[Stored data entries]
= = = = = = =

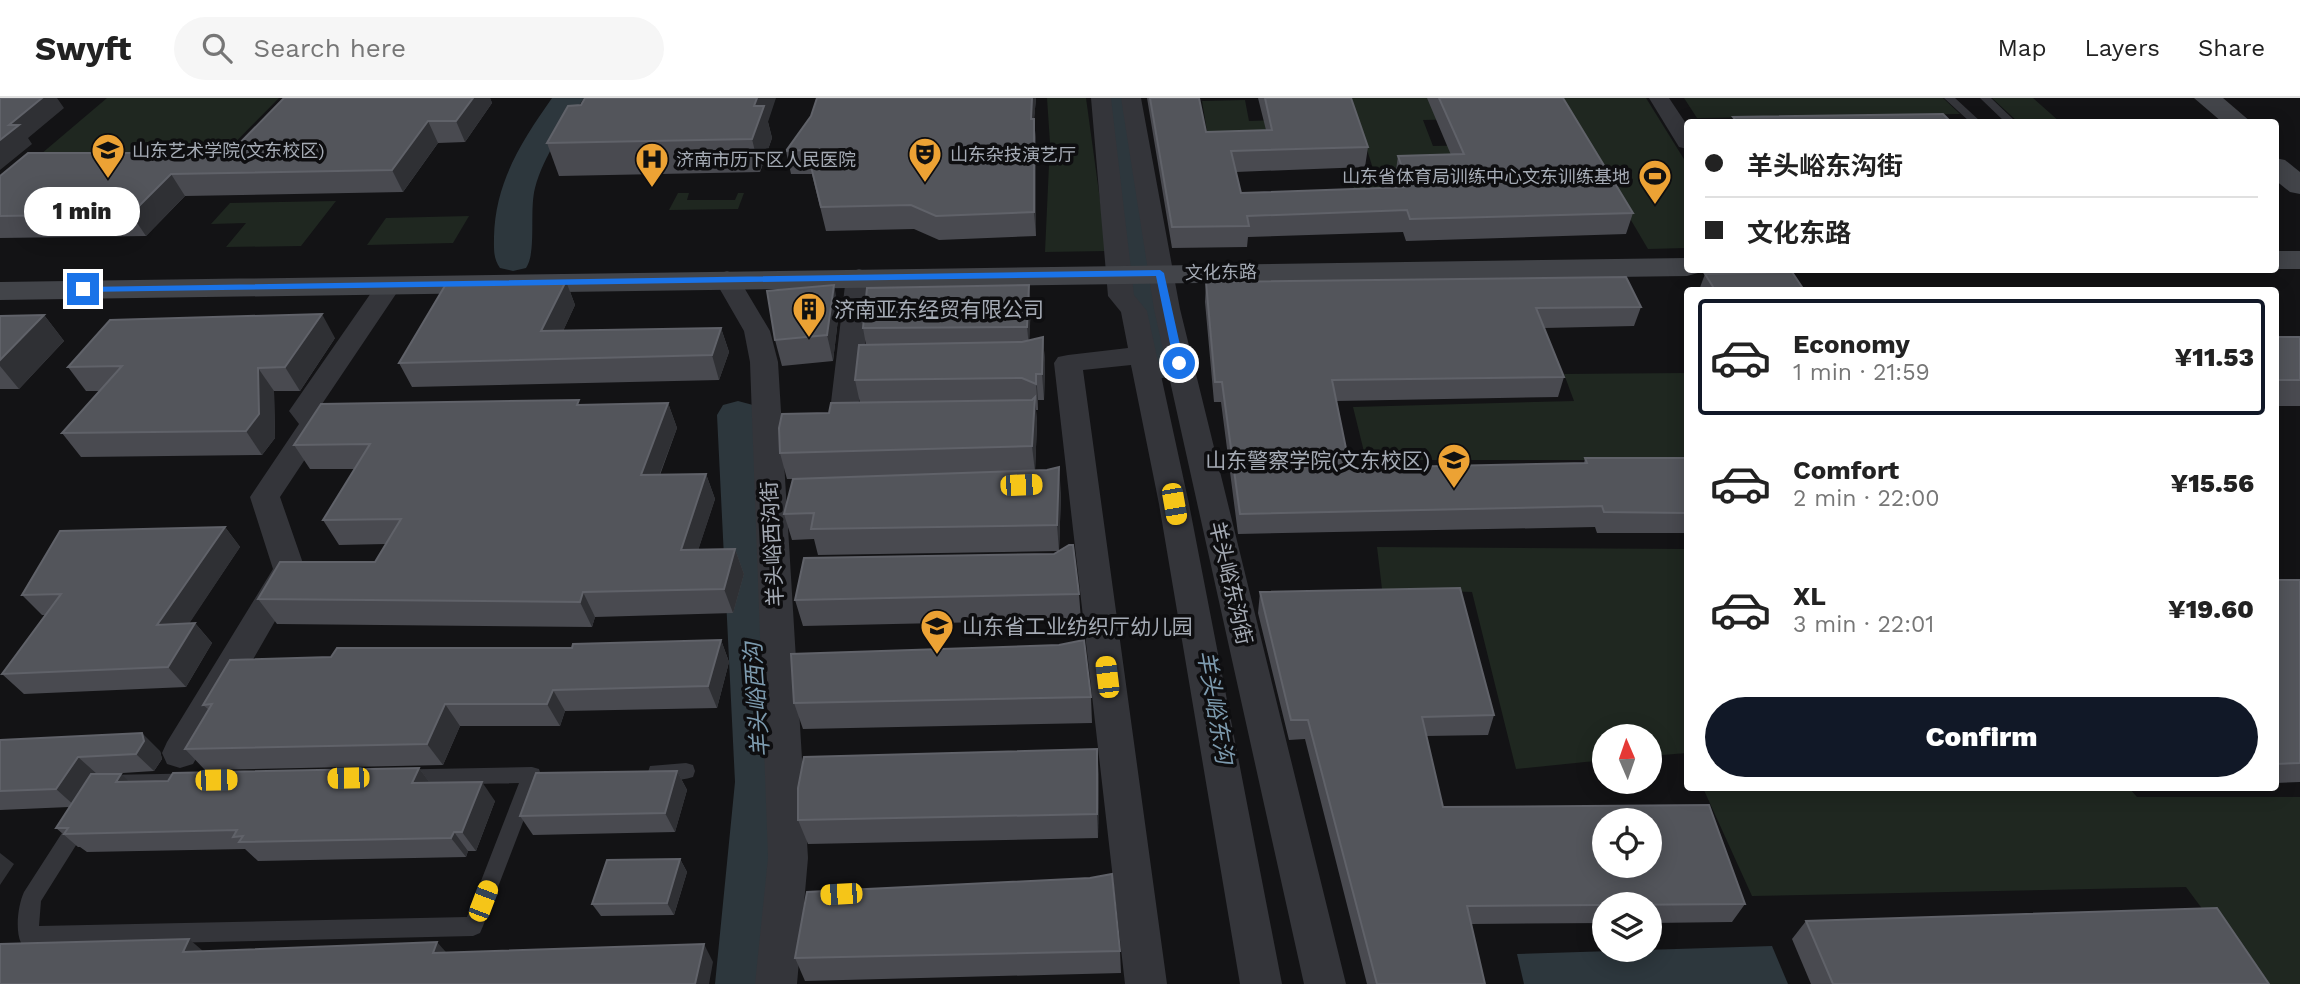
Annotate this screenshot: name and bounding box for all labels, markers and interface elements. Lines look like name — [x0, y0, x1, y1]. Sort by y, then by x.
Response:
search box — [174, 17, 664, 80]
text: Swyft — [35, 29, 132, 68]
icon: search — [198, 29, 236, 67]
text: Search here — [254, 33, 406, 63]
text: Map — [1998, 34, 2046, 62]
text: Layers — [2084, 34, 2160, 62]
text: Share — [2198, 34, 2265, 62]
school or university icon: 山东艺术学院(文东校区) — [89, 131, 127, 180]
theatre icon: 山东杂技演艺厅 — [906, 135, 944, 184]
place label: 山东艺术学院(文东校区) — [132, 140, 325, 161]
hospital icon: 济南市历下区人民医院 — [633, 140, 671, 189]
place label: 山东杂技演艺厅 — [950, 144, 1076, 165]
place label: 济南市历下区人民医院 — [676, 149, 856, 170]
text: 羊头峪东沟街 — [1747, 151, 1903, 181]
sports icon: 山东省体育局训练中心文东训练基地 — [1636, 157, 1674, 206]
place label: 山东省体育局训练中心文东训练基地 — [1342, 166, 1630, 187]
callout: 1 min — [25, 188, 141, 236]
text: 1 min — [52, 198, 112, 225]
text: 文化东路 — [1747, 218, 1851, 248]
street label: 文化东路 — [1185, 261, 1257, 283]
route end — [67, 273, 99, 305]
building icon: 济南亚东经贸有限公司 — [790, 290, 828, 339]
place label: 济南亚东经贸有限公司 — [834, 297, 1044, 322]
icon: car — [1709, 326, 1772, 389]
text: Economy — [1793, 329, 1910, 359]
text: ¥11.53 — [2175, 342, 2254, 372]
route start — [1163, 347, 1195, 379]
text: 1 min · 21:59 — [1793, 359, 1930, 386]
school or university icon: 山东警察学院(文东校区) — [1435, 441, 1473, 490]
place label: 山东警察学院(文东校区) — [1205, 448, 1430, 473]
icon: car — [1709, 452, 1772, 515]
text: Comfort — [1793, 455, 1899, 485]
text: ¥15.56 — [2170, 468, 2254, 498]
car — [1000, 474, 1043, 496]
street label: 羊头峪西沟街 — [756, 480, 788, 608]
car — [1161, 481, 1188, 527]
text: 2 min · 22:00 — [1793, 485, 1940, 512]
street label: 羊头峪东沟街 — [1205, 519, 1257, 647]
icon: car — [1709, 578, 1772, 641]
text: XL — [1793, 581, 1826, 611]
text: ¥19.60 — [2168, 594, 2254, 624]
school or university icon: 山东省工业纺织厅幼儿园 — [918, 607, 956, 656]
text: 3 min · 22:01 — [1793, 611, 1934, 638]
place label: 山东省工业纺织厅幼儿园 — [962, 614, 1193, 639]
water label: 羊头峪西沟 — [739, 639, 774, 758]
water label: 羊头峪东沟 — [1192, 648, 1239, 769]
car — [1095, 655, 1120, 699]
button: Confirm — [1705, 697, 2258, 777]
north arrow — [1592, 724, 1662, 794]
map controls — [1592, 724, 1662, 962]
car — [327, 767, 370, 789]
car — [195, 769, 238, 791]
button: locate — [1592, 808, 1662, 878]
car — [466, 878, 501, 924]
car — [820, 882, 863, 906]
button: layers — [1592, 892, 1662, 962]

= = = = = = =

Search the data above for the string "山东艺术学院" and copy each line that has it.

school or university icon: 山东艺术学院(文东校区) — [89, 131, 127, 180]
place label: 山东艺术学院(文东校区) — [132, 140, 325, 161]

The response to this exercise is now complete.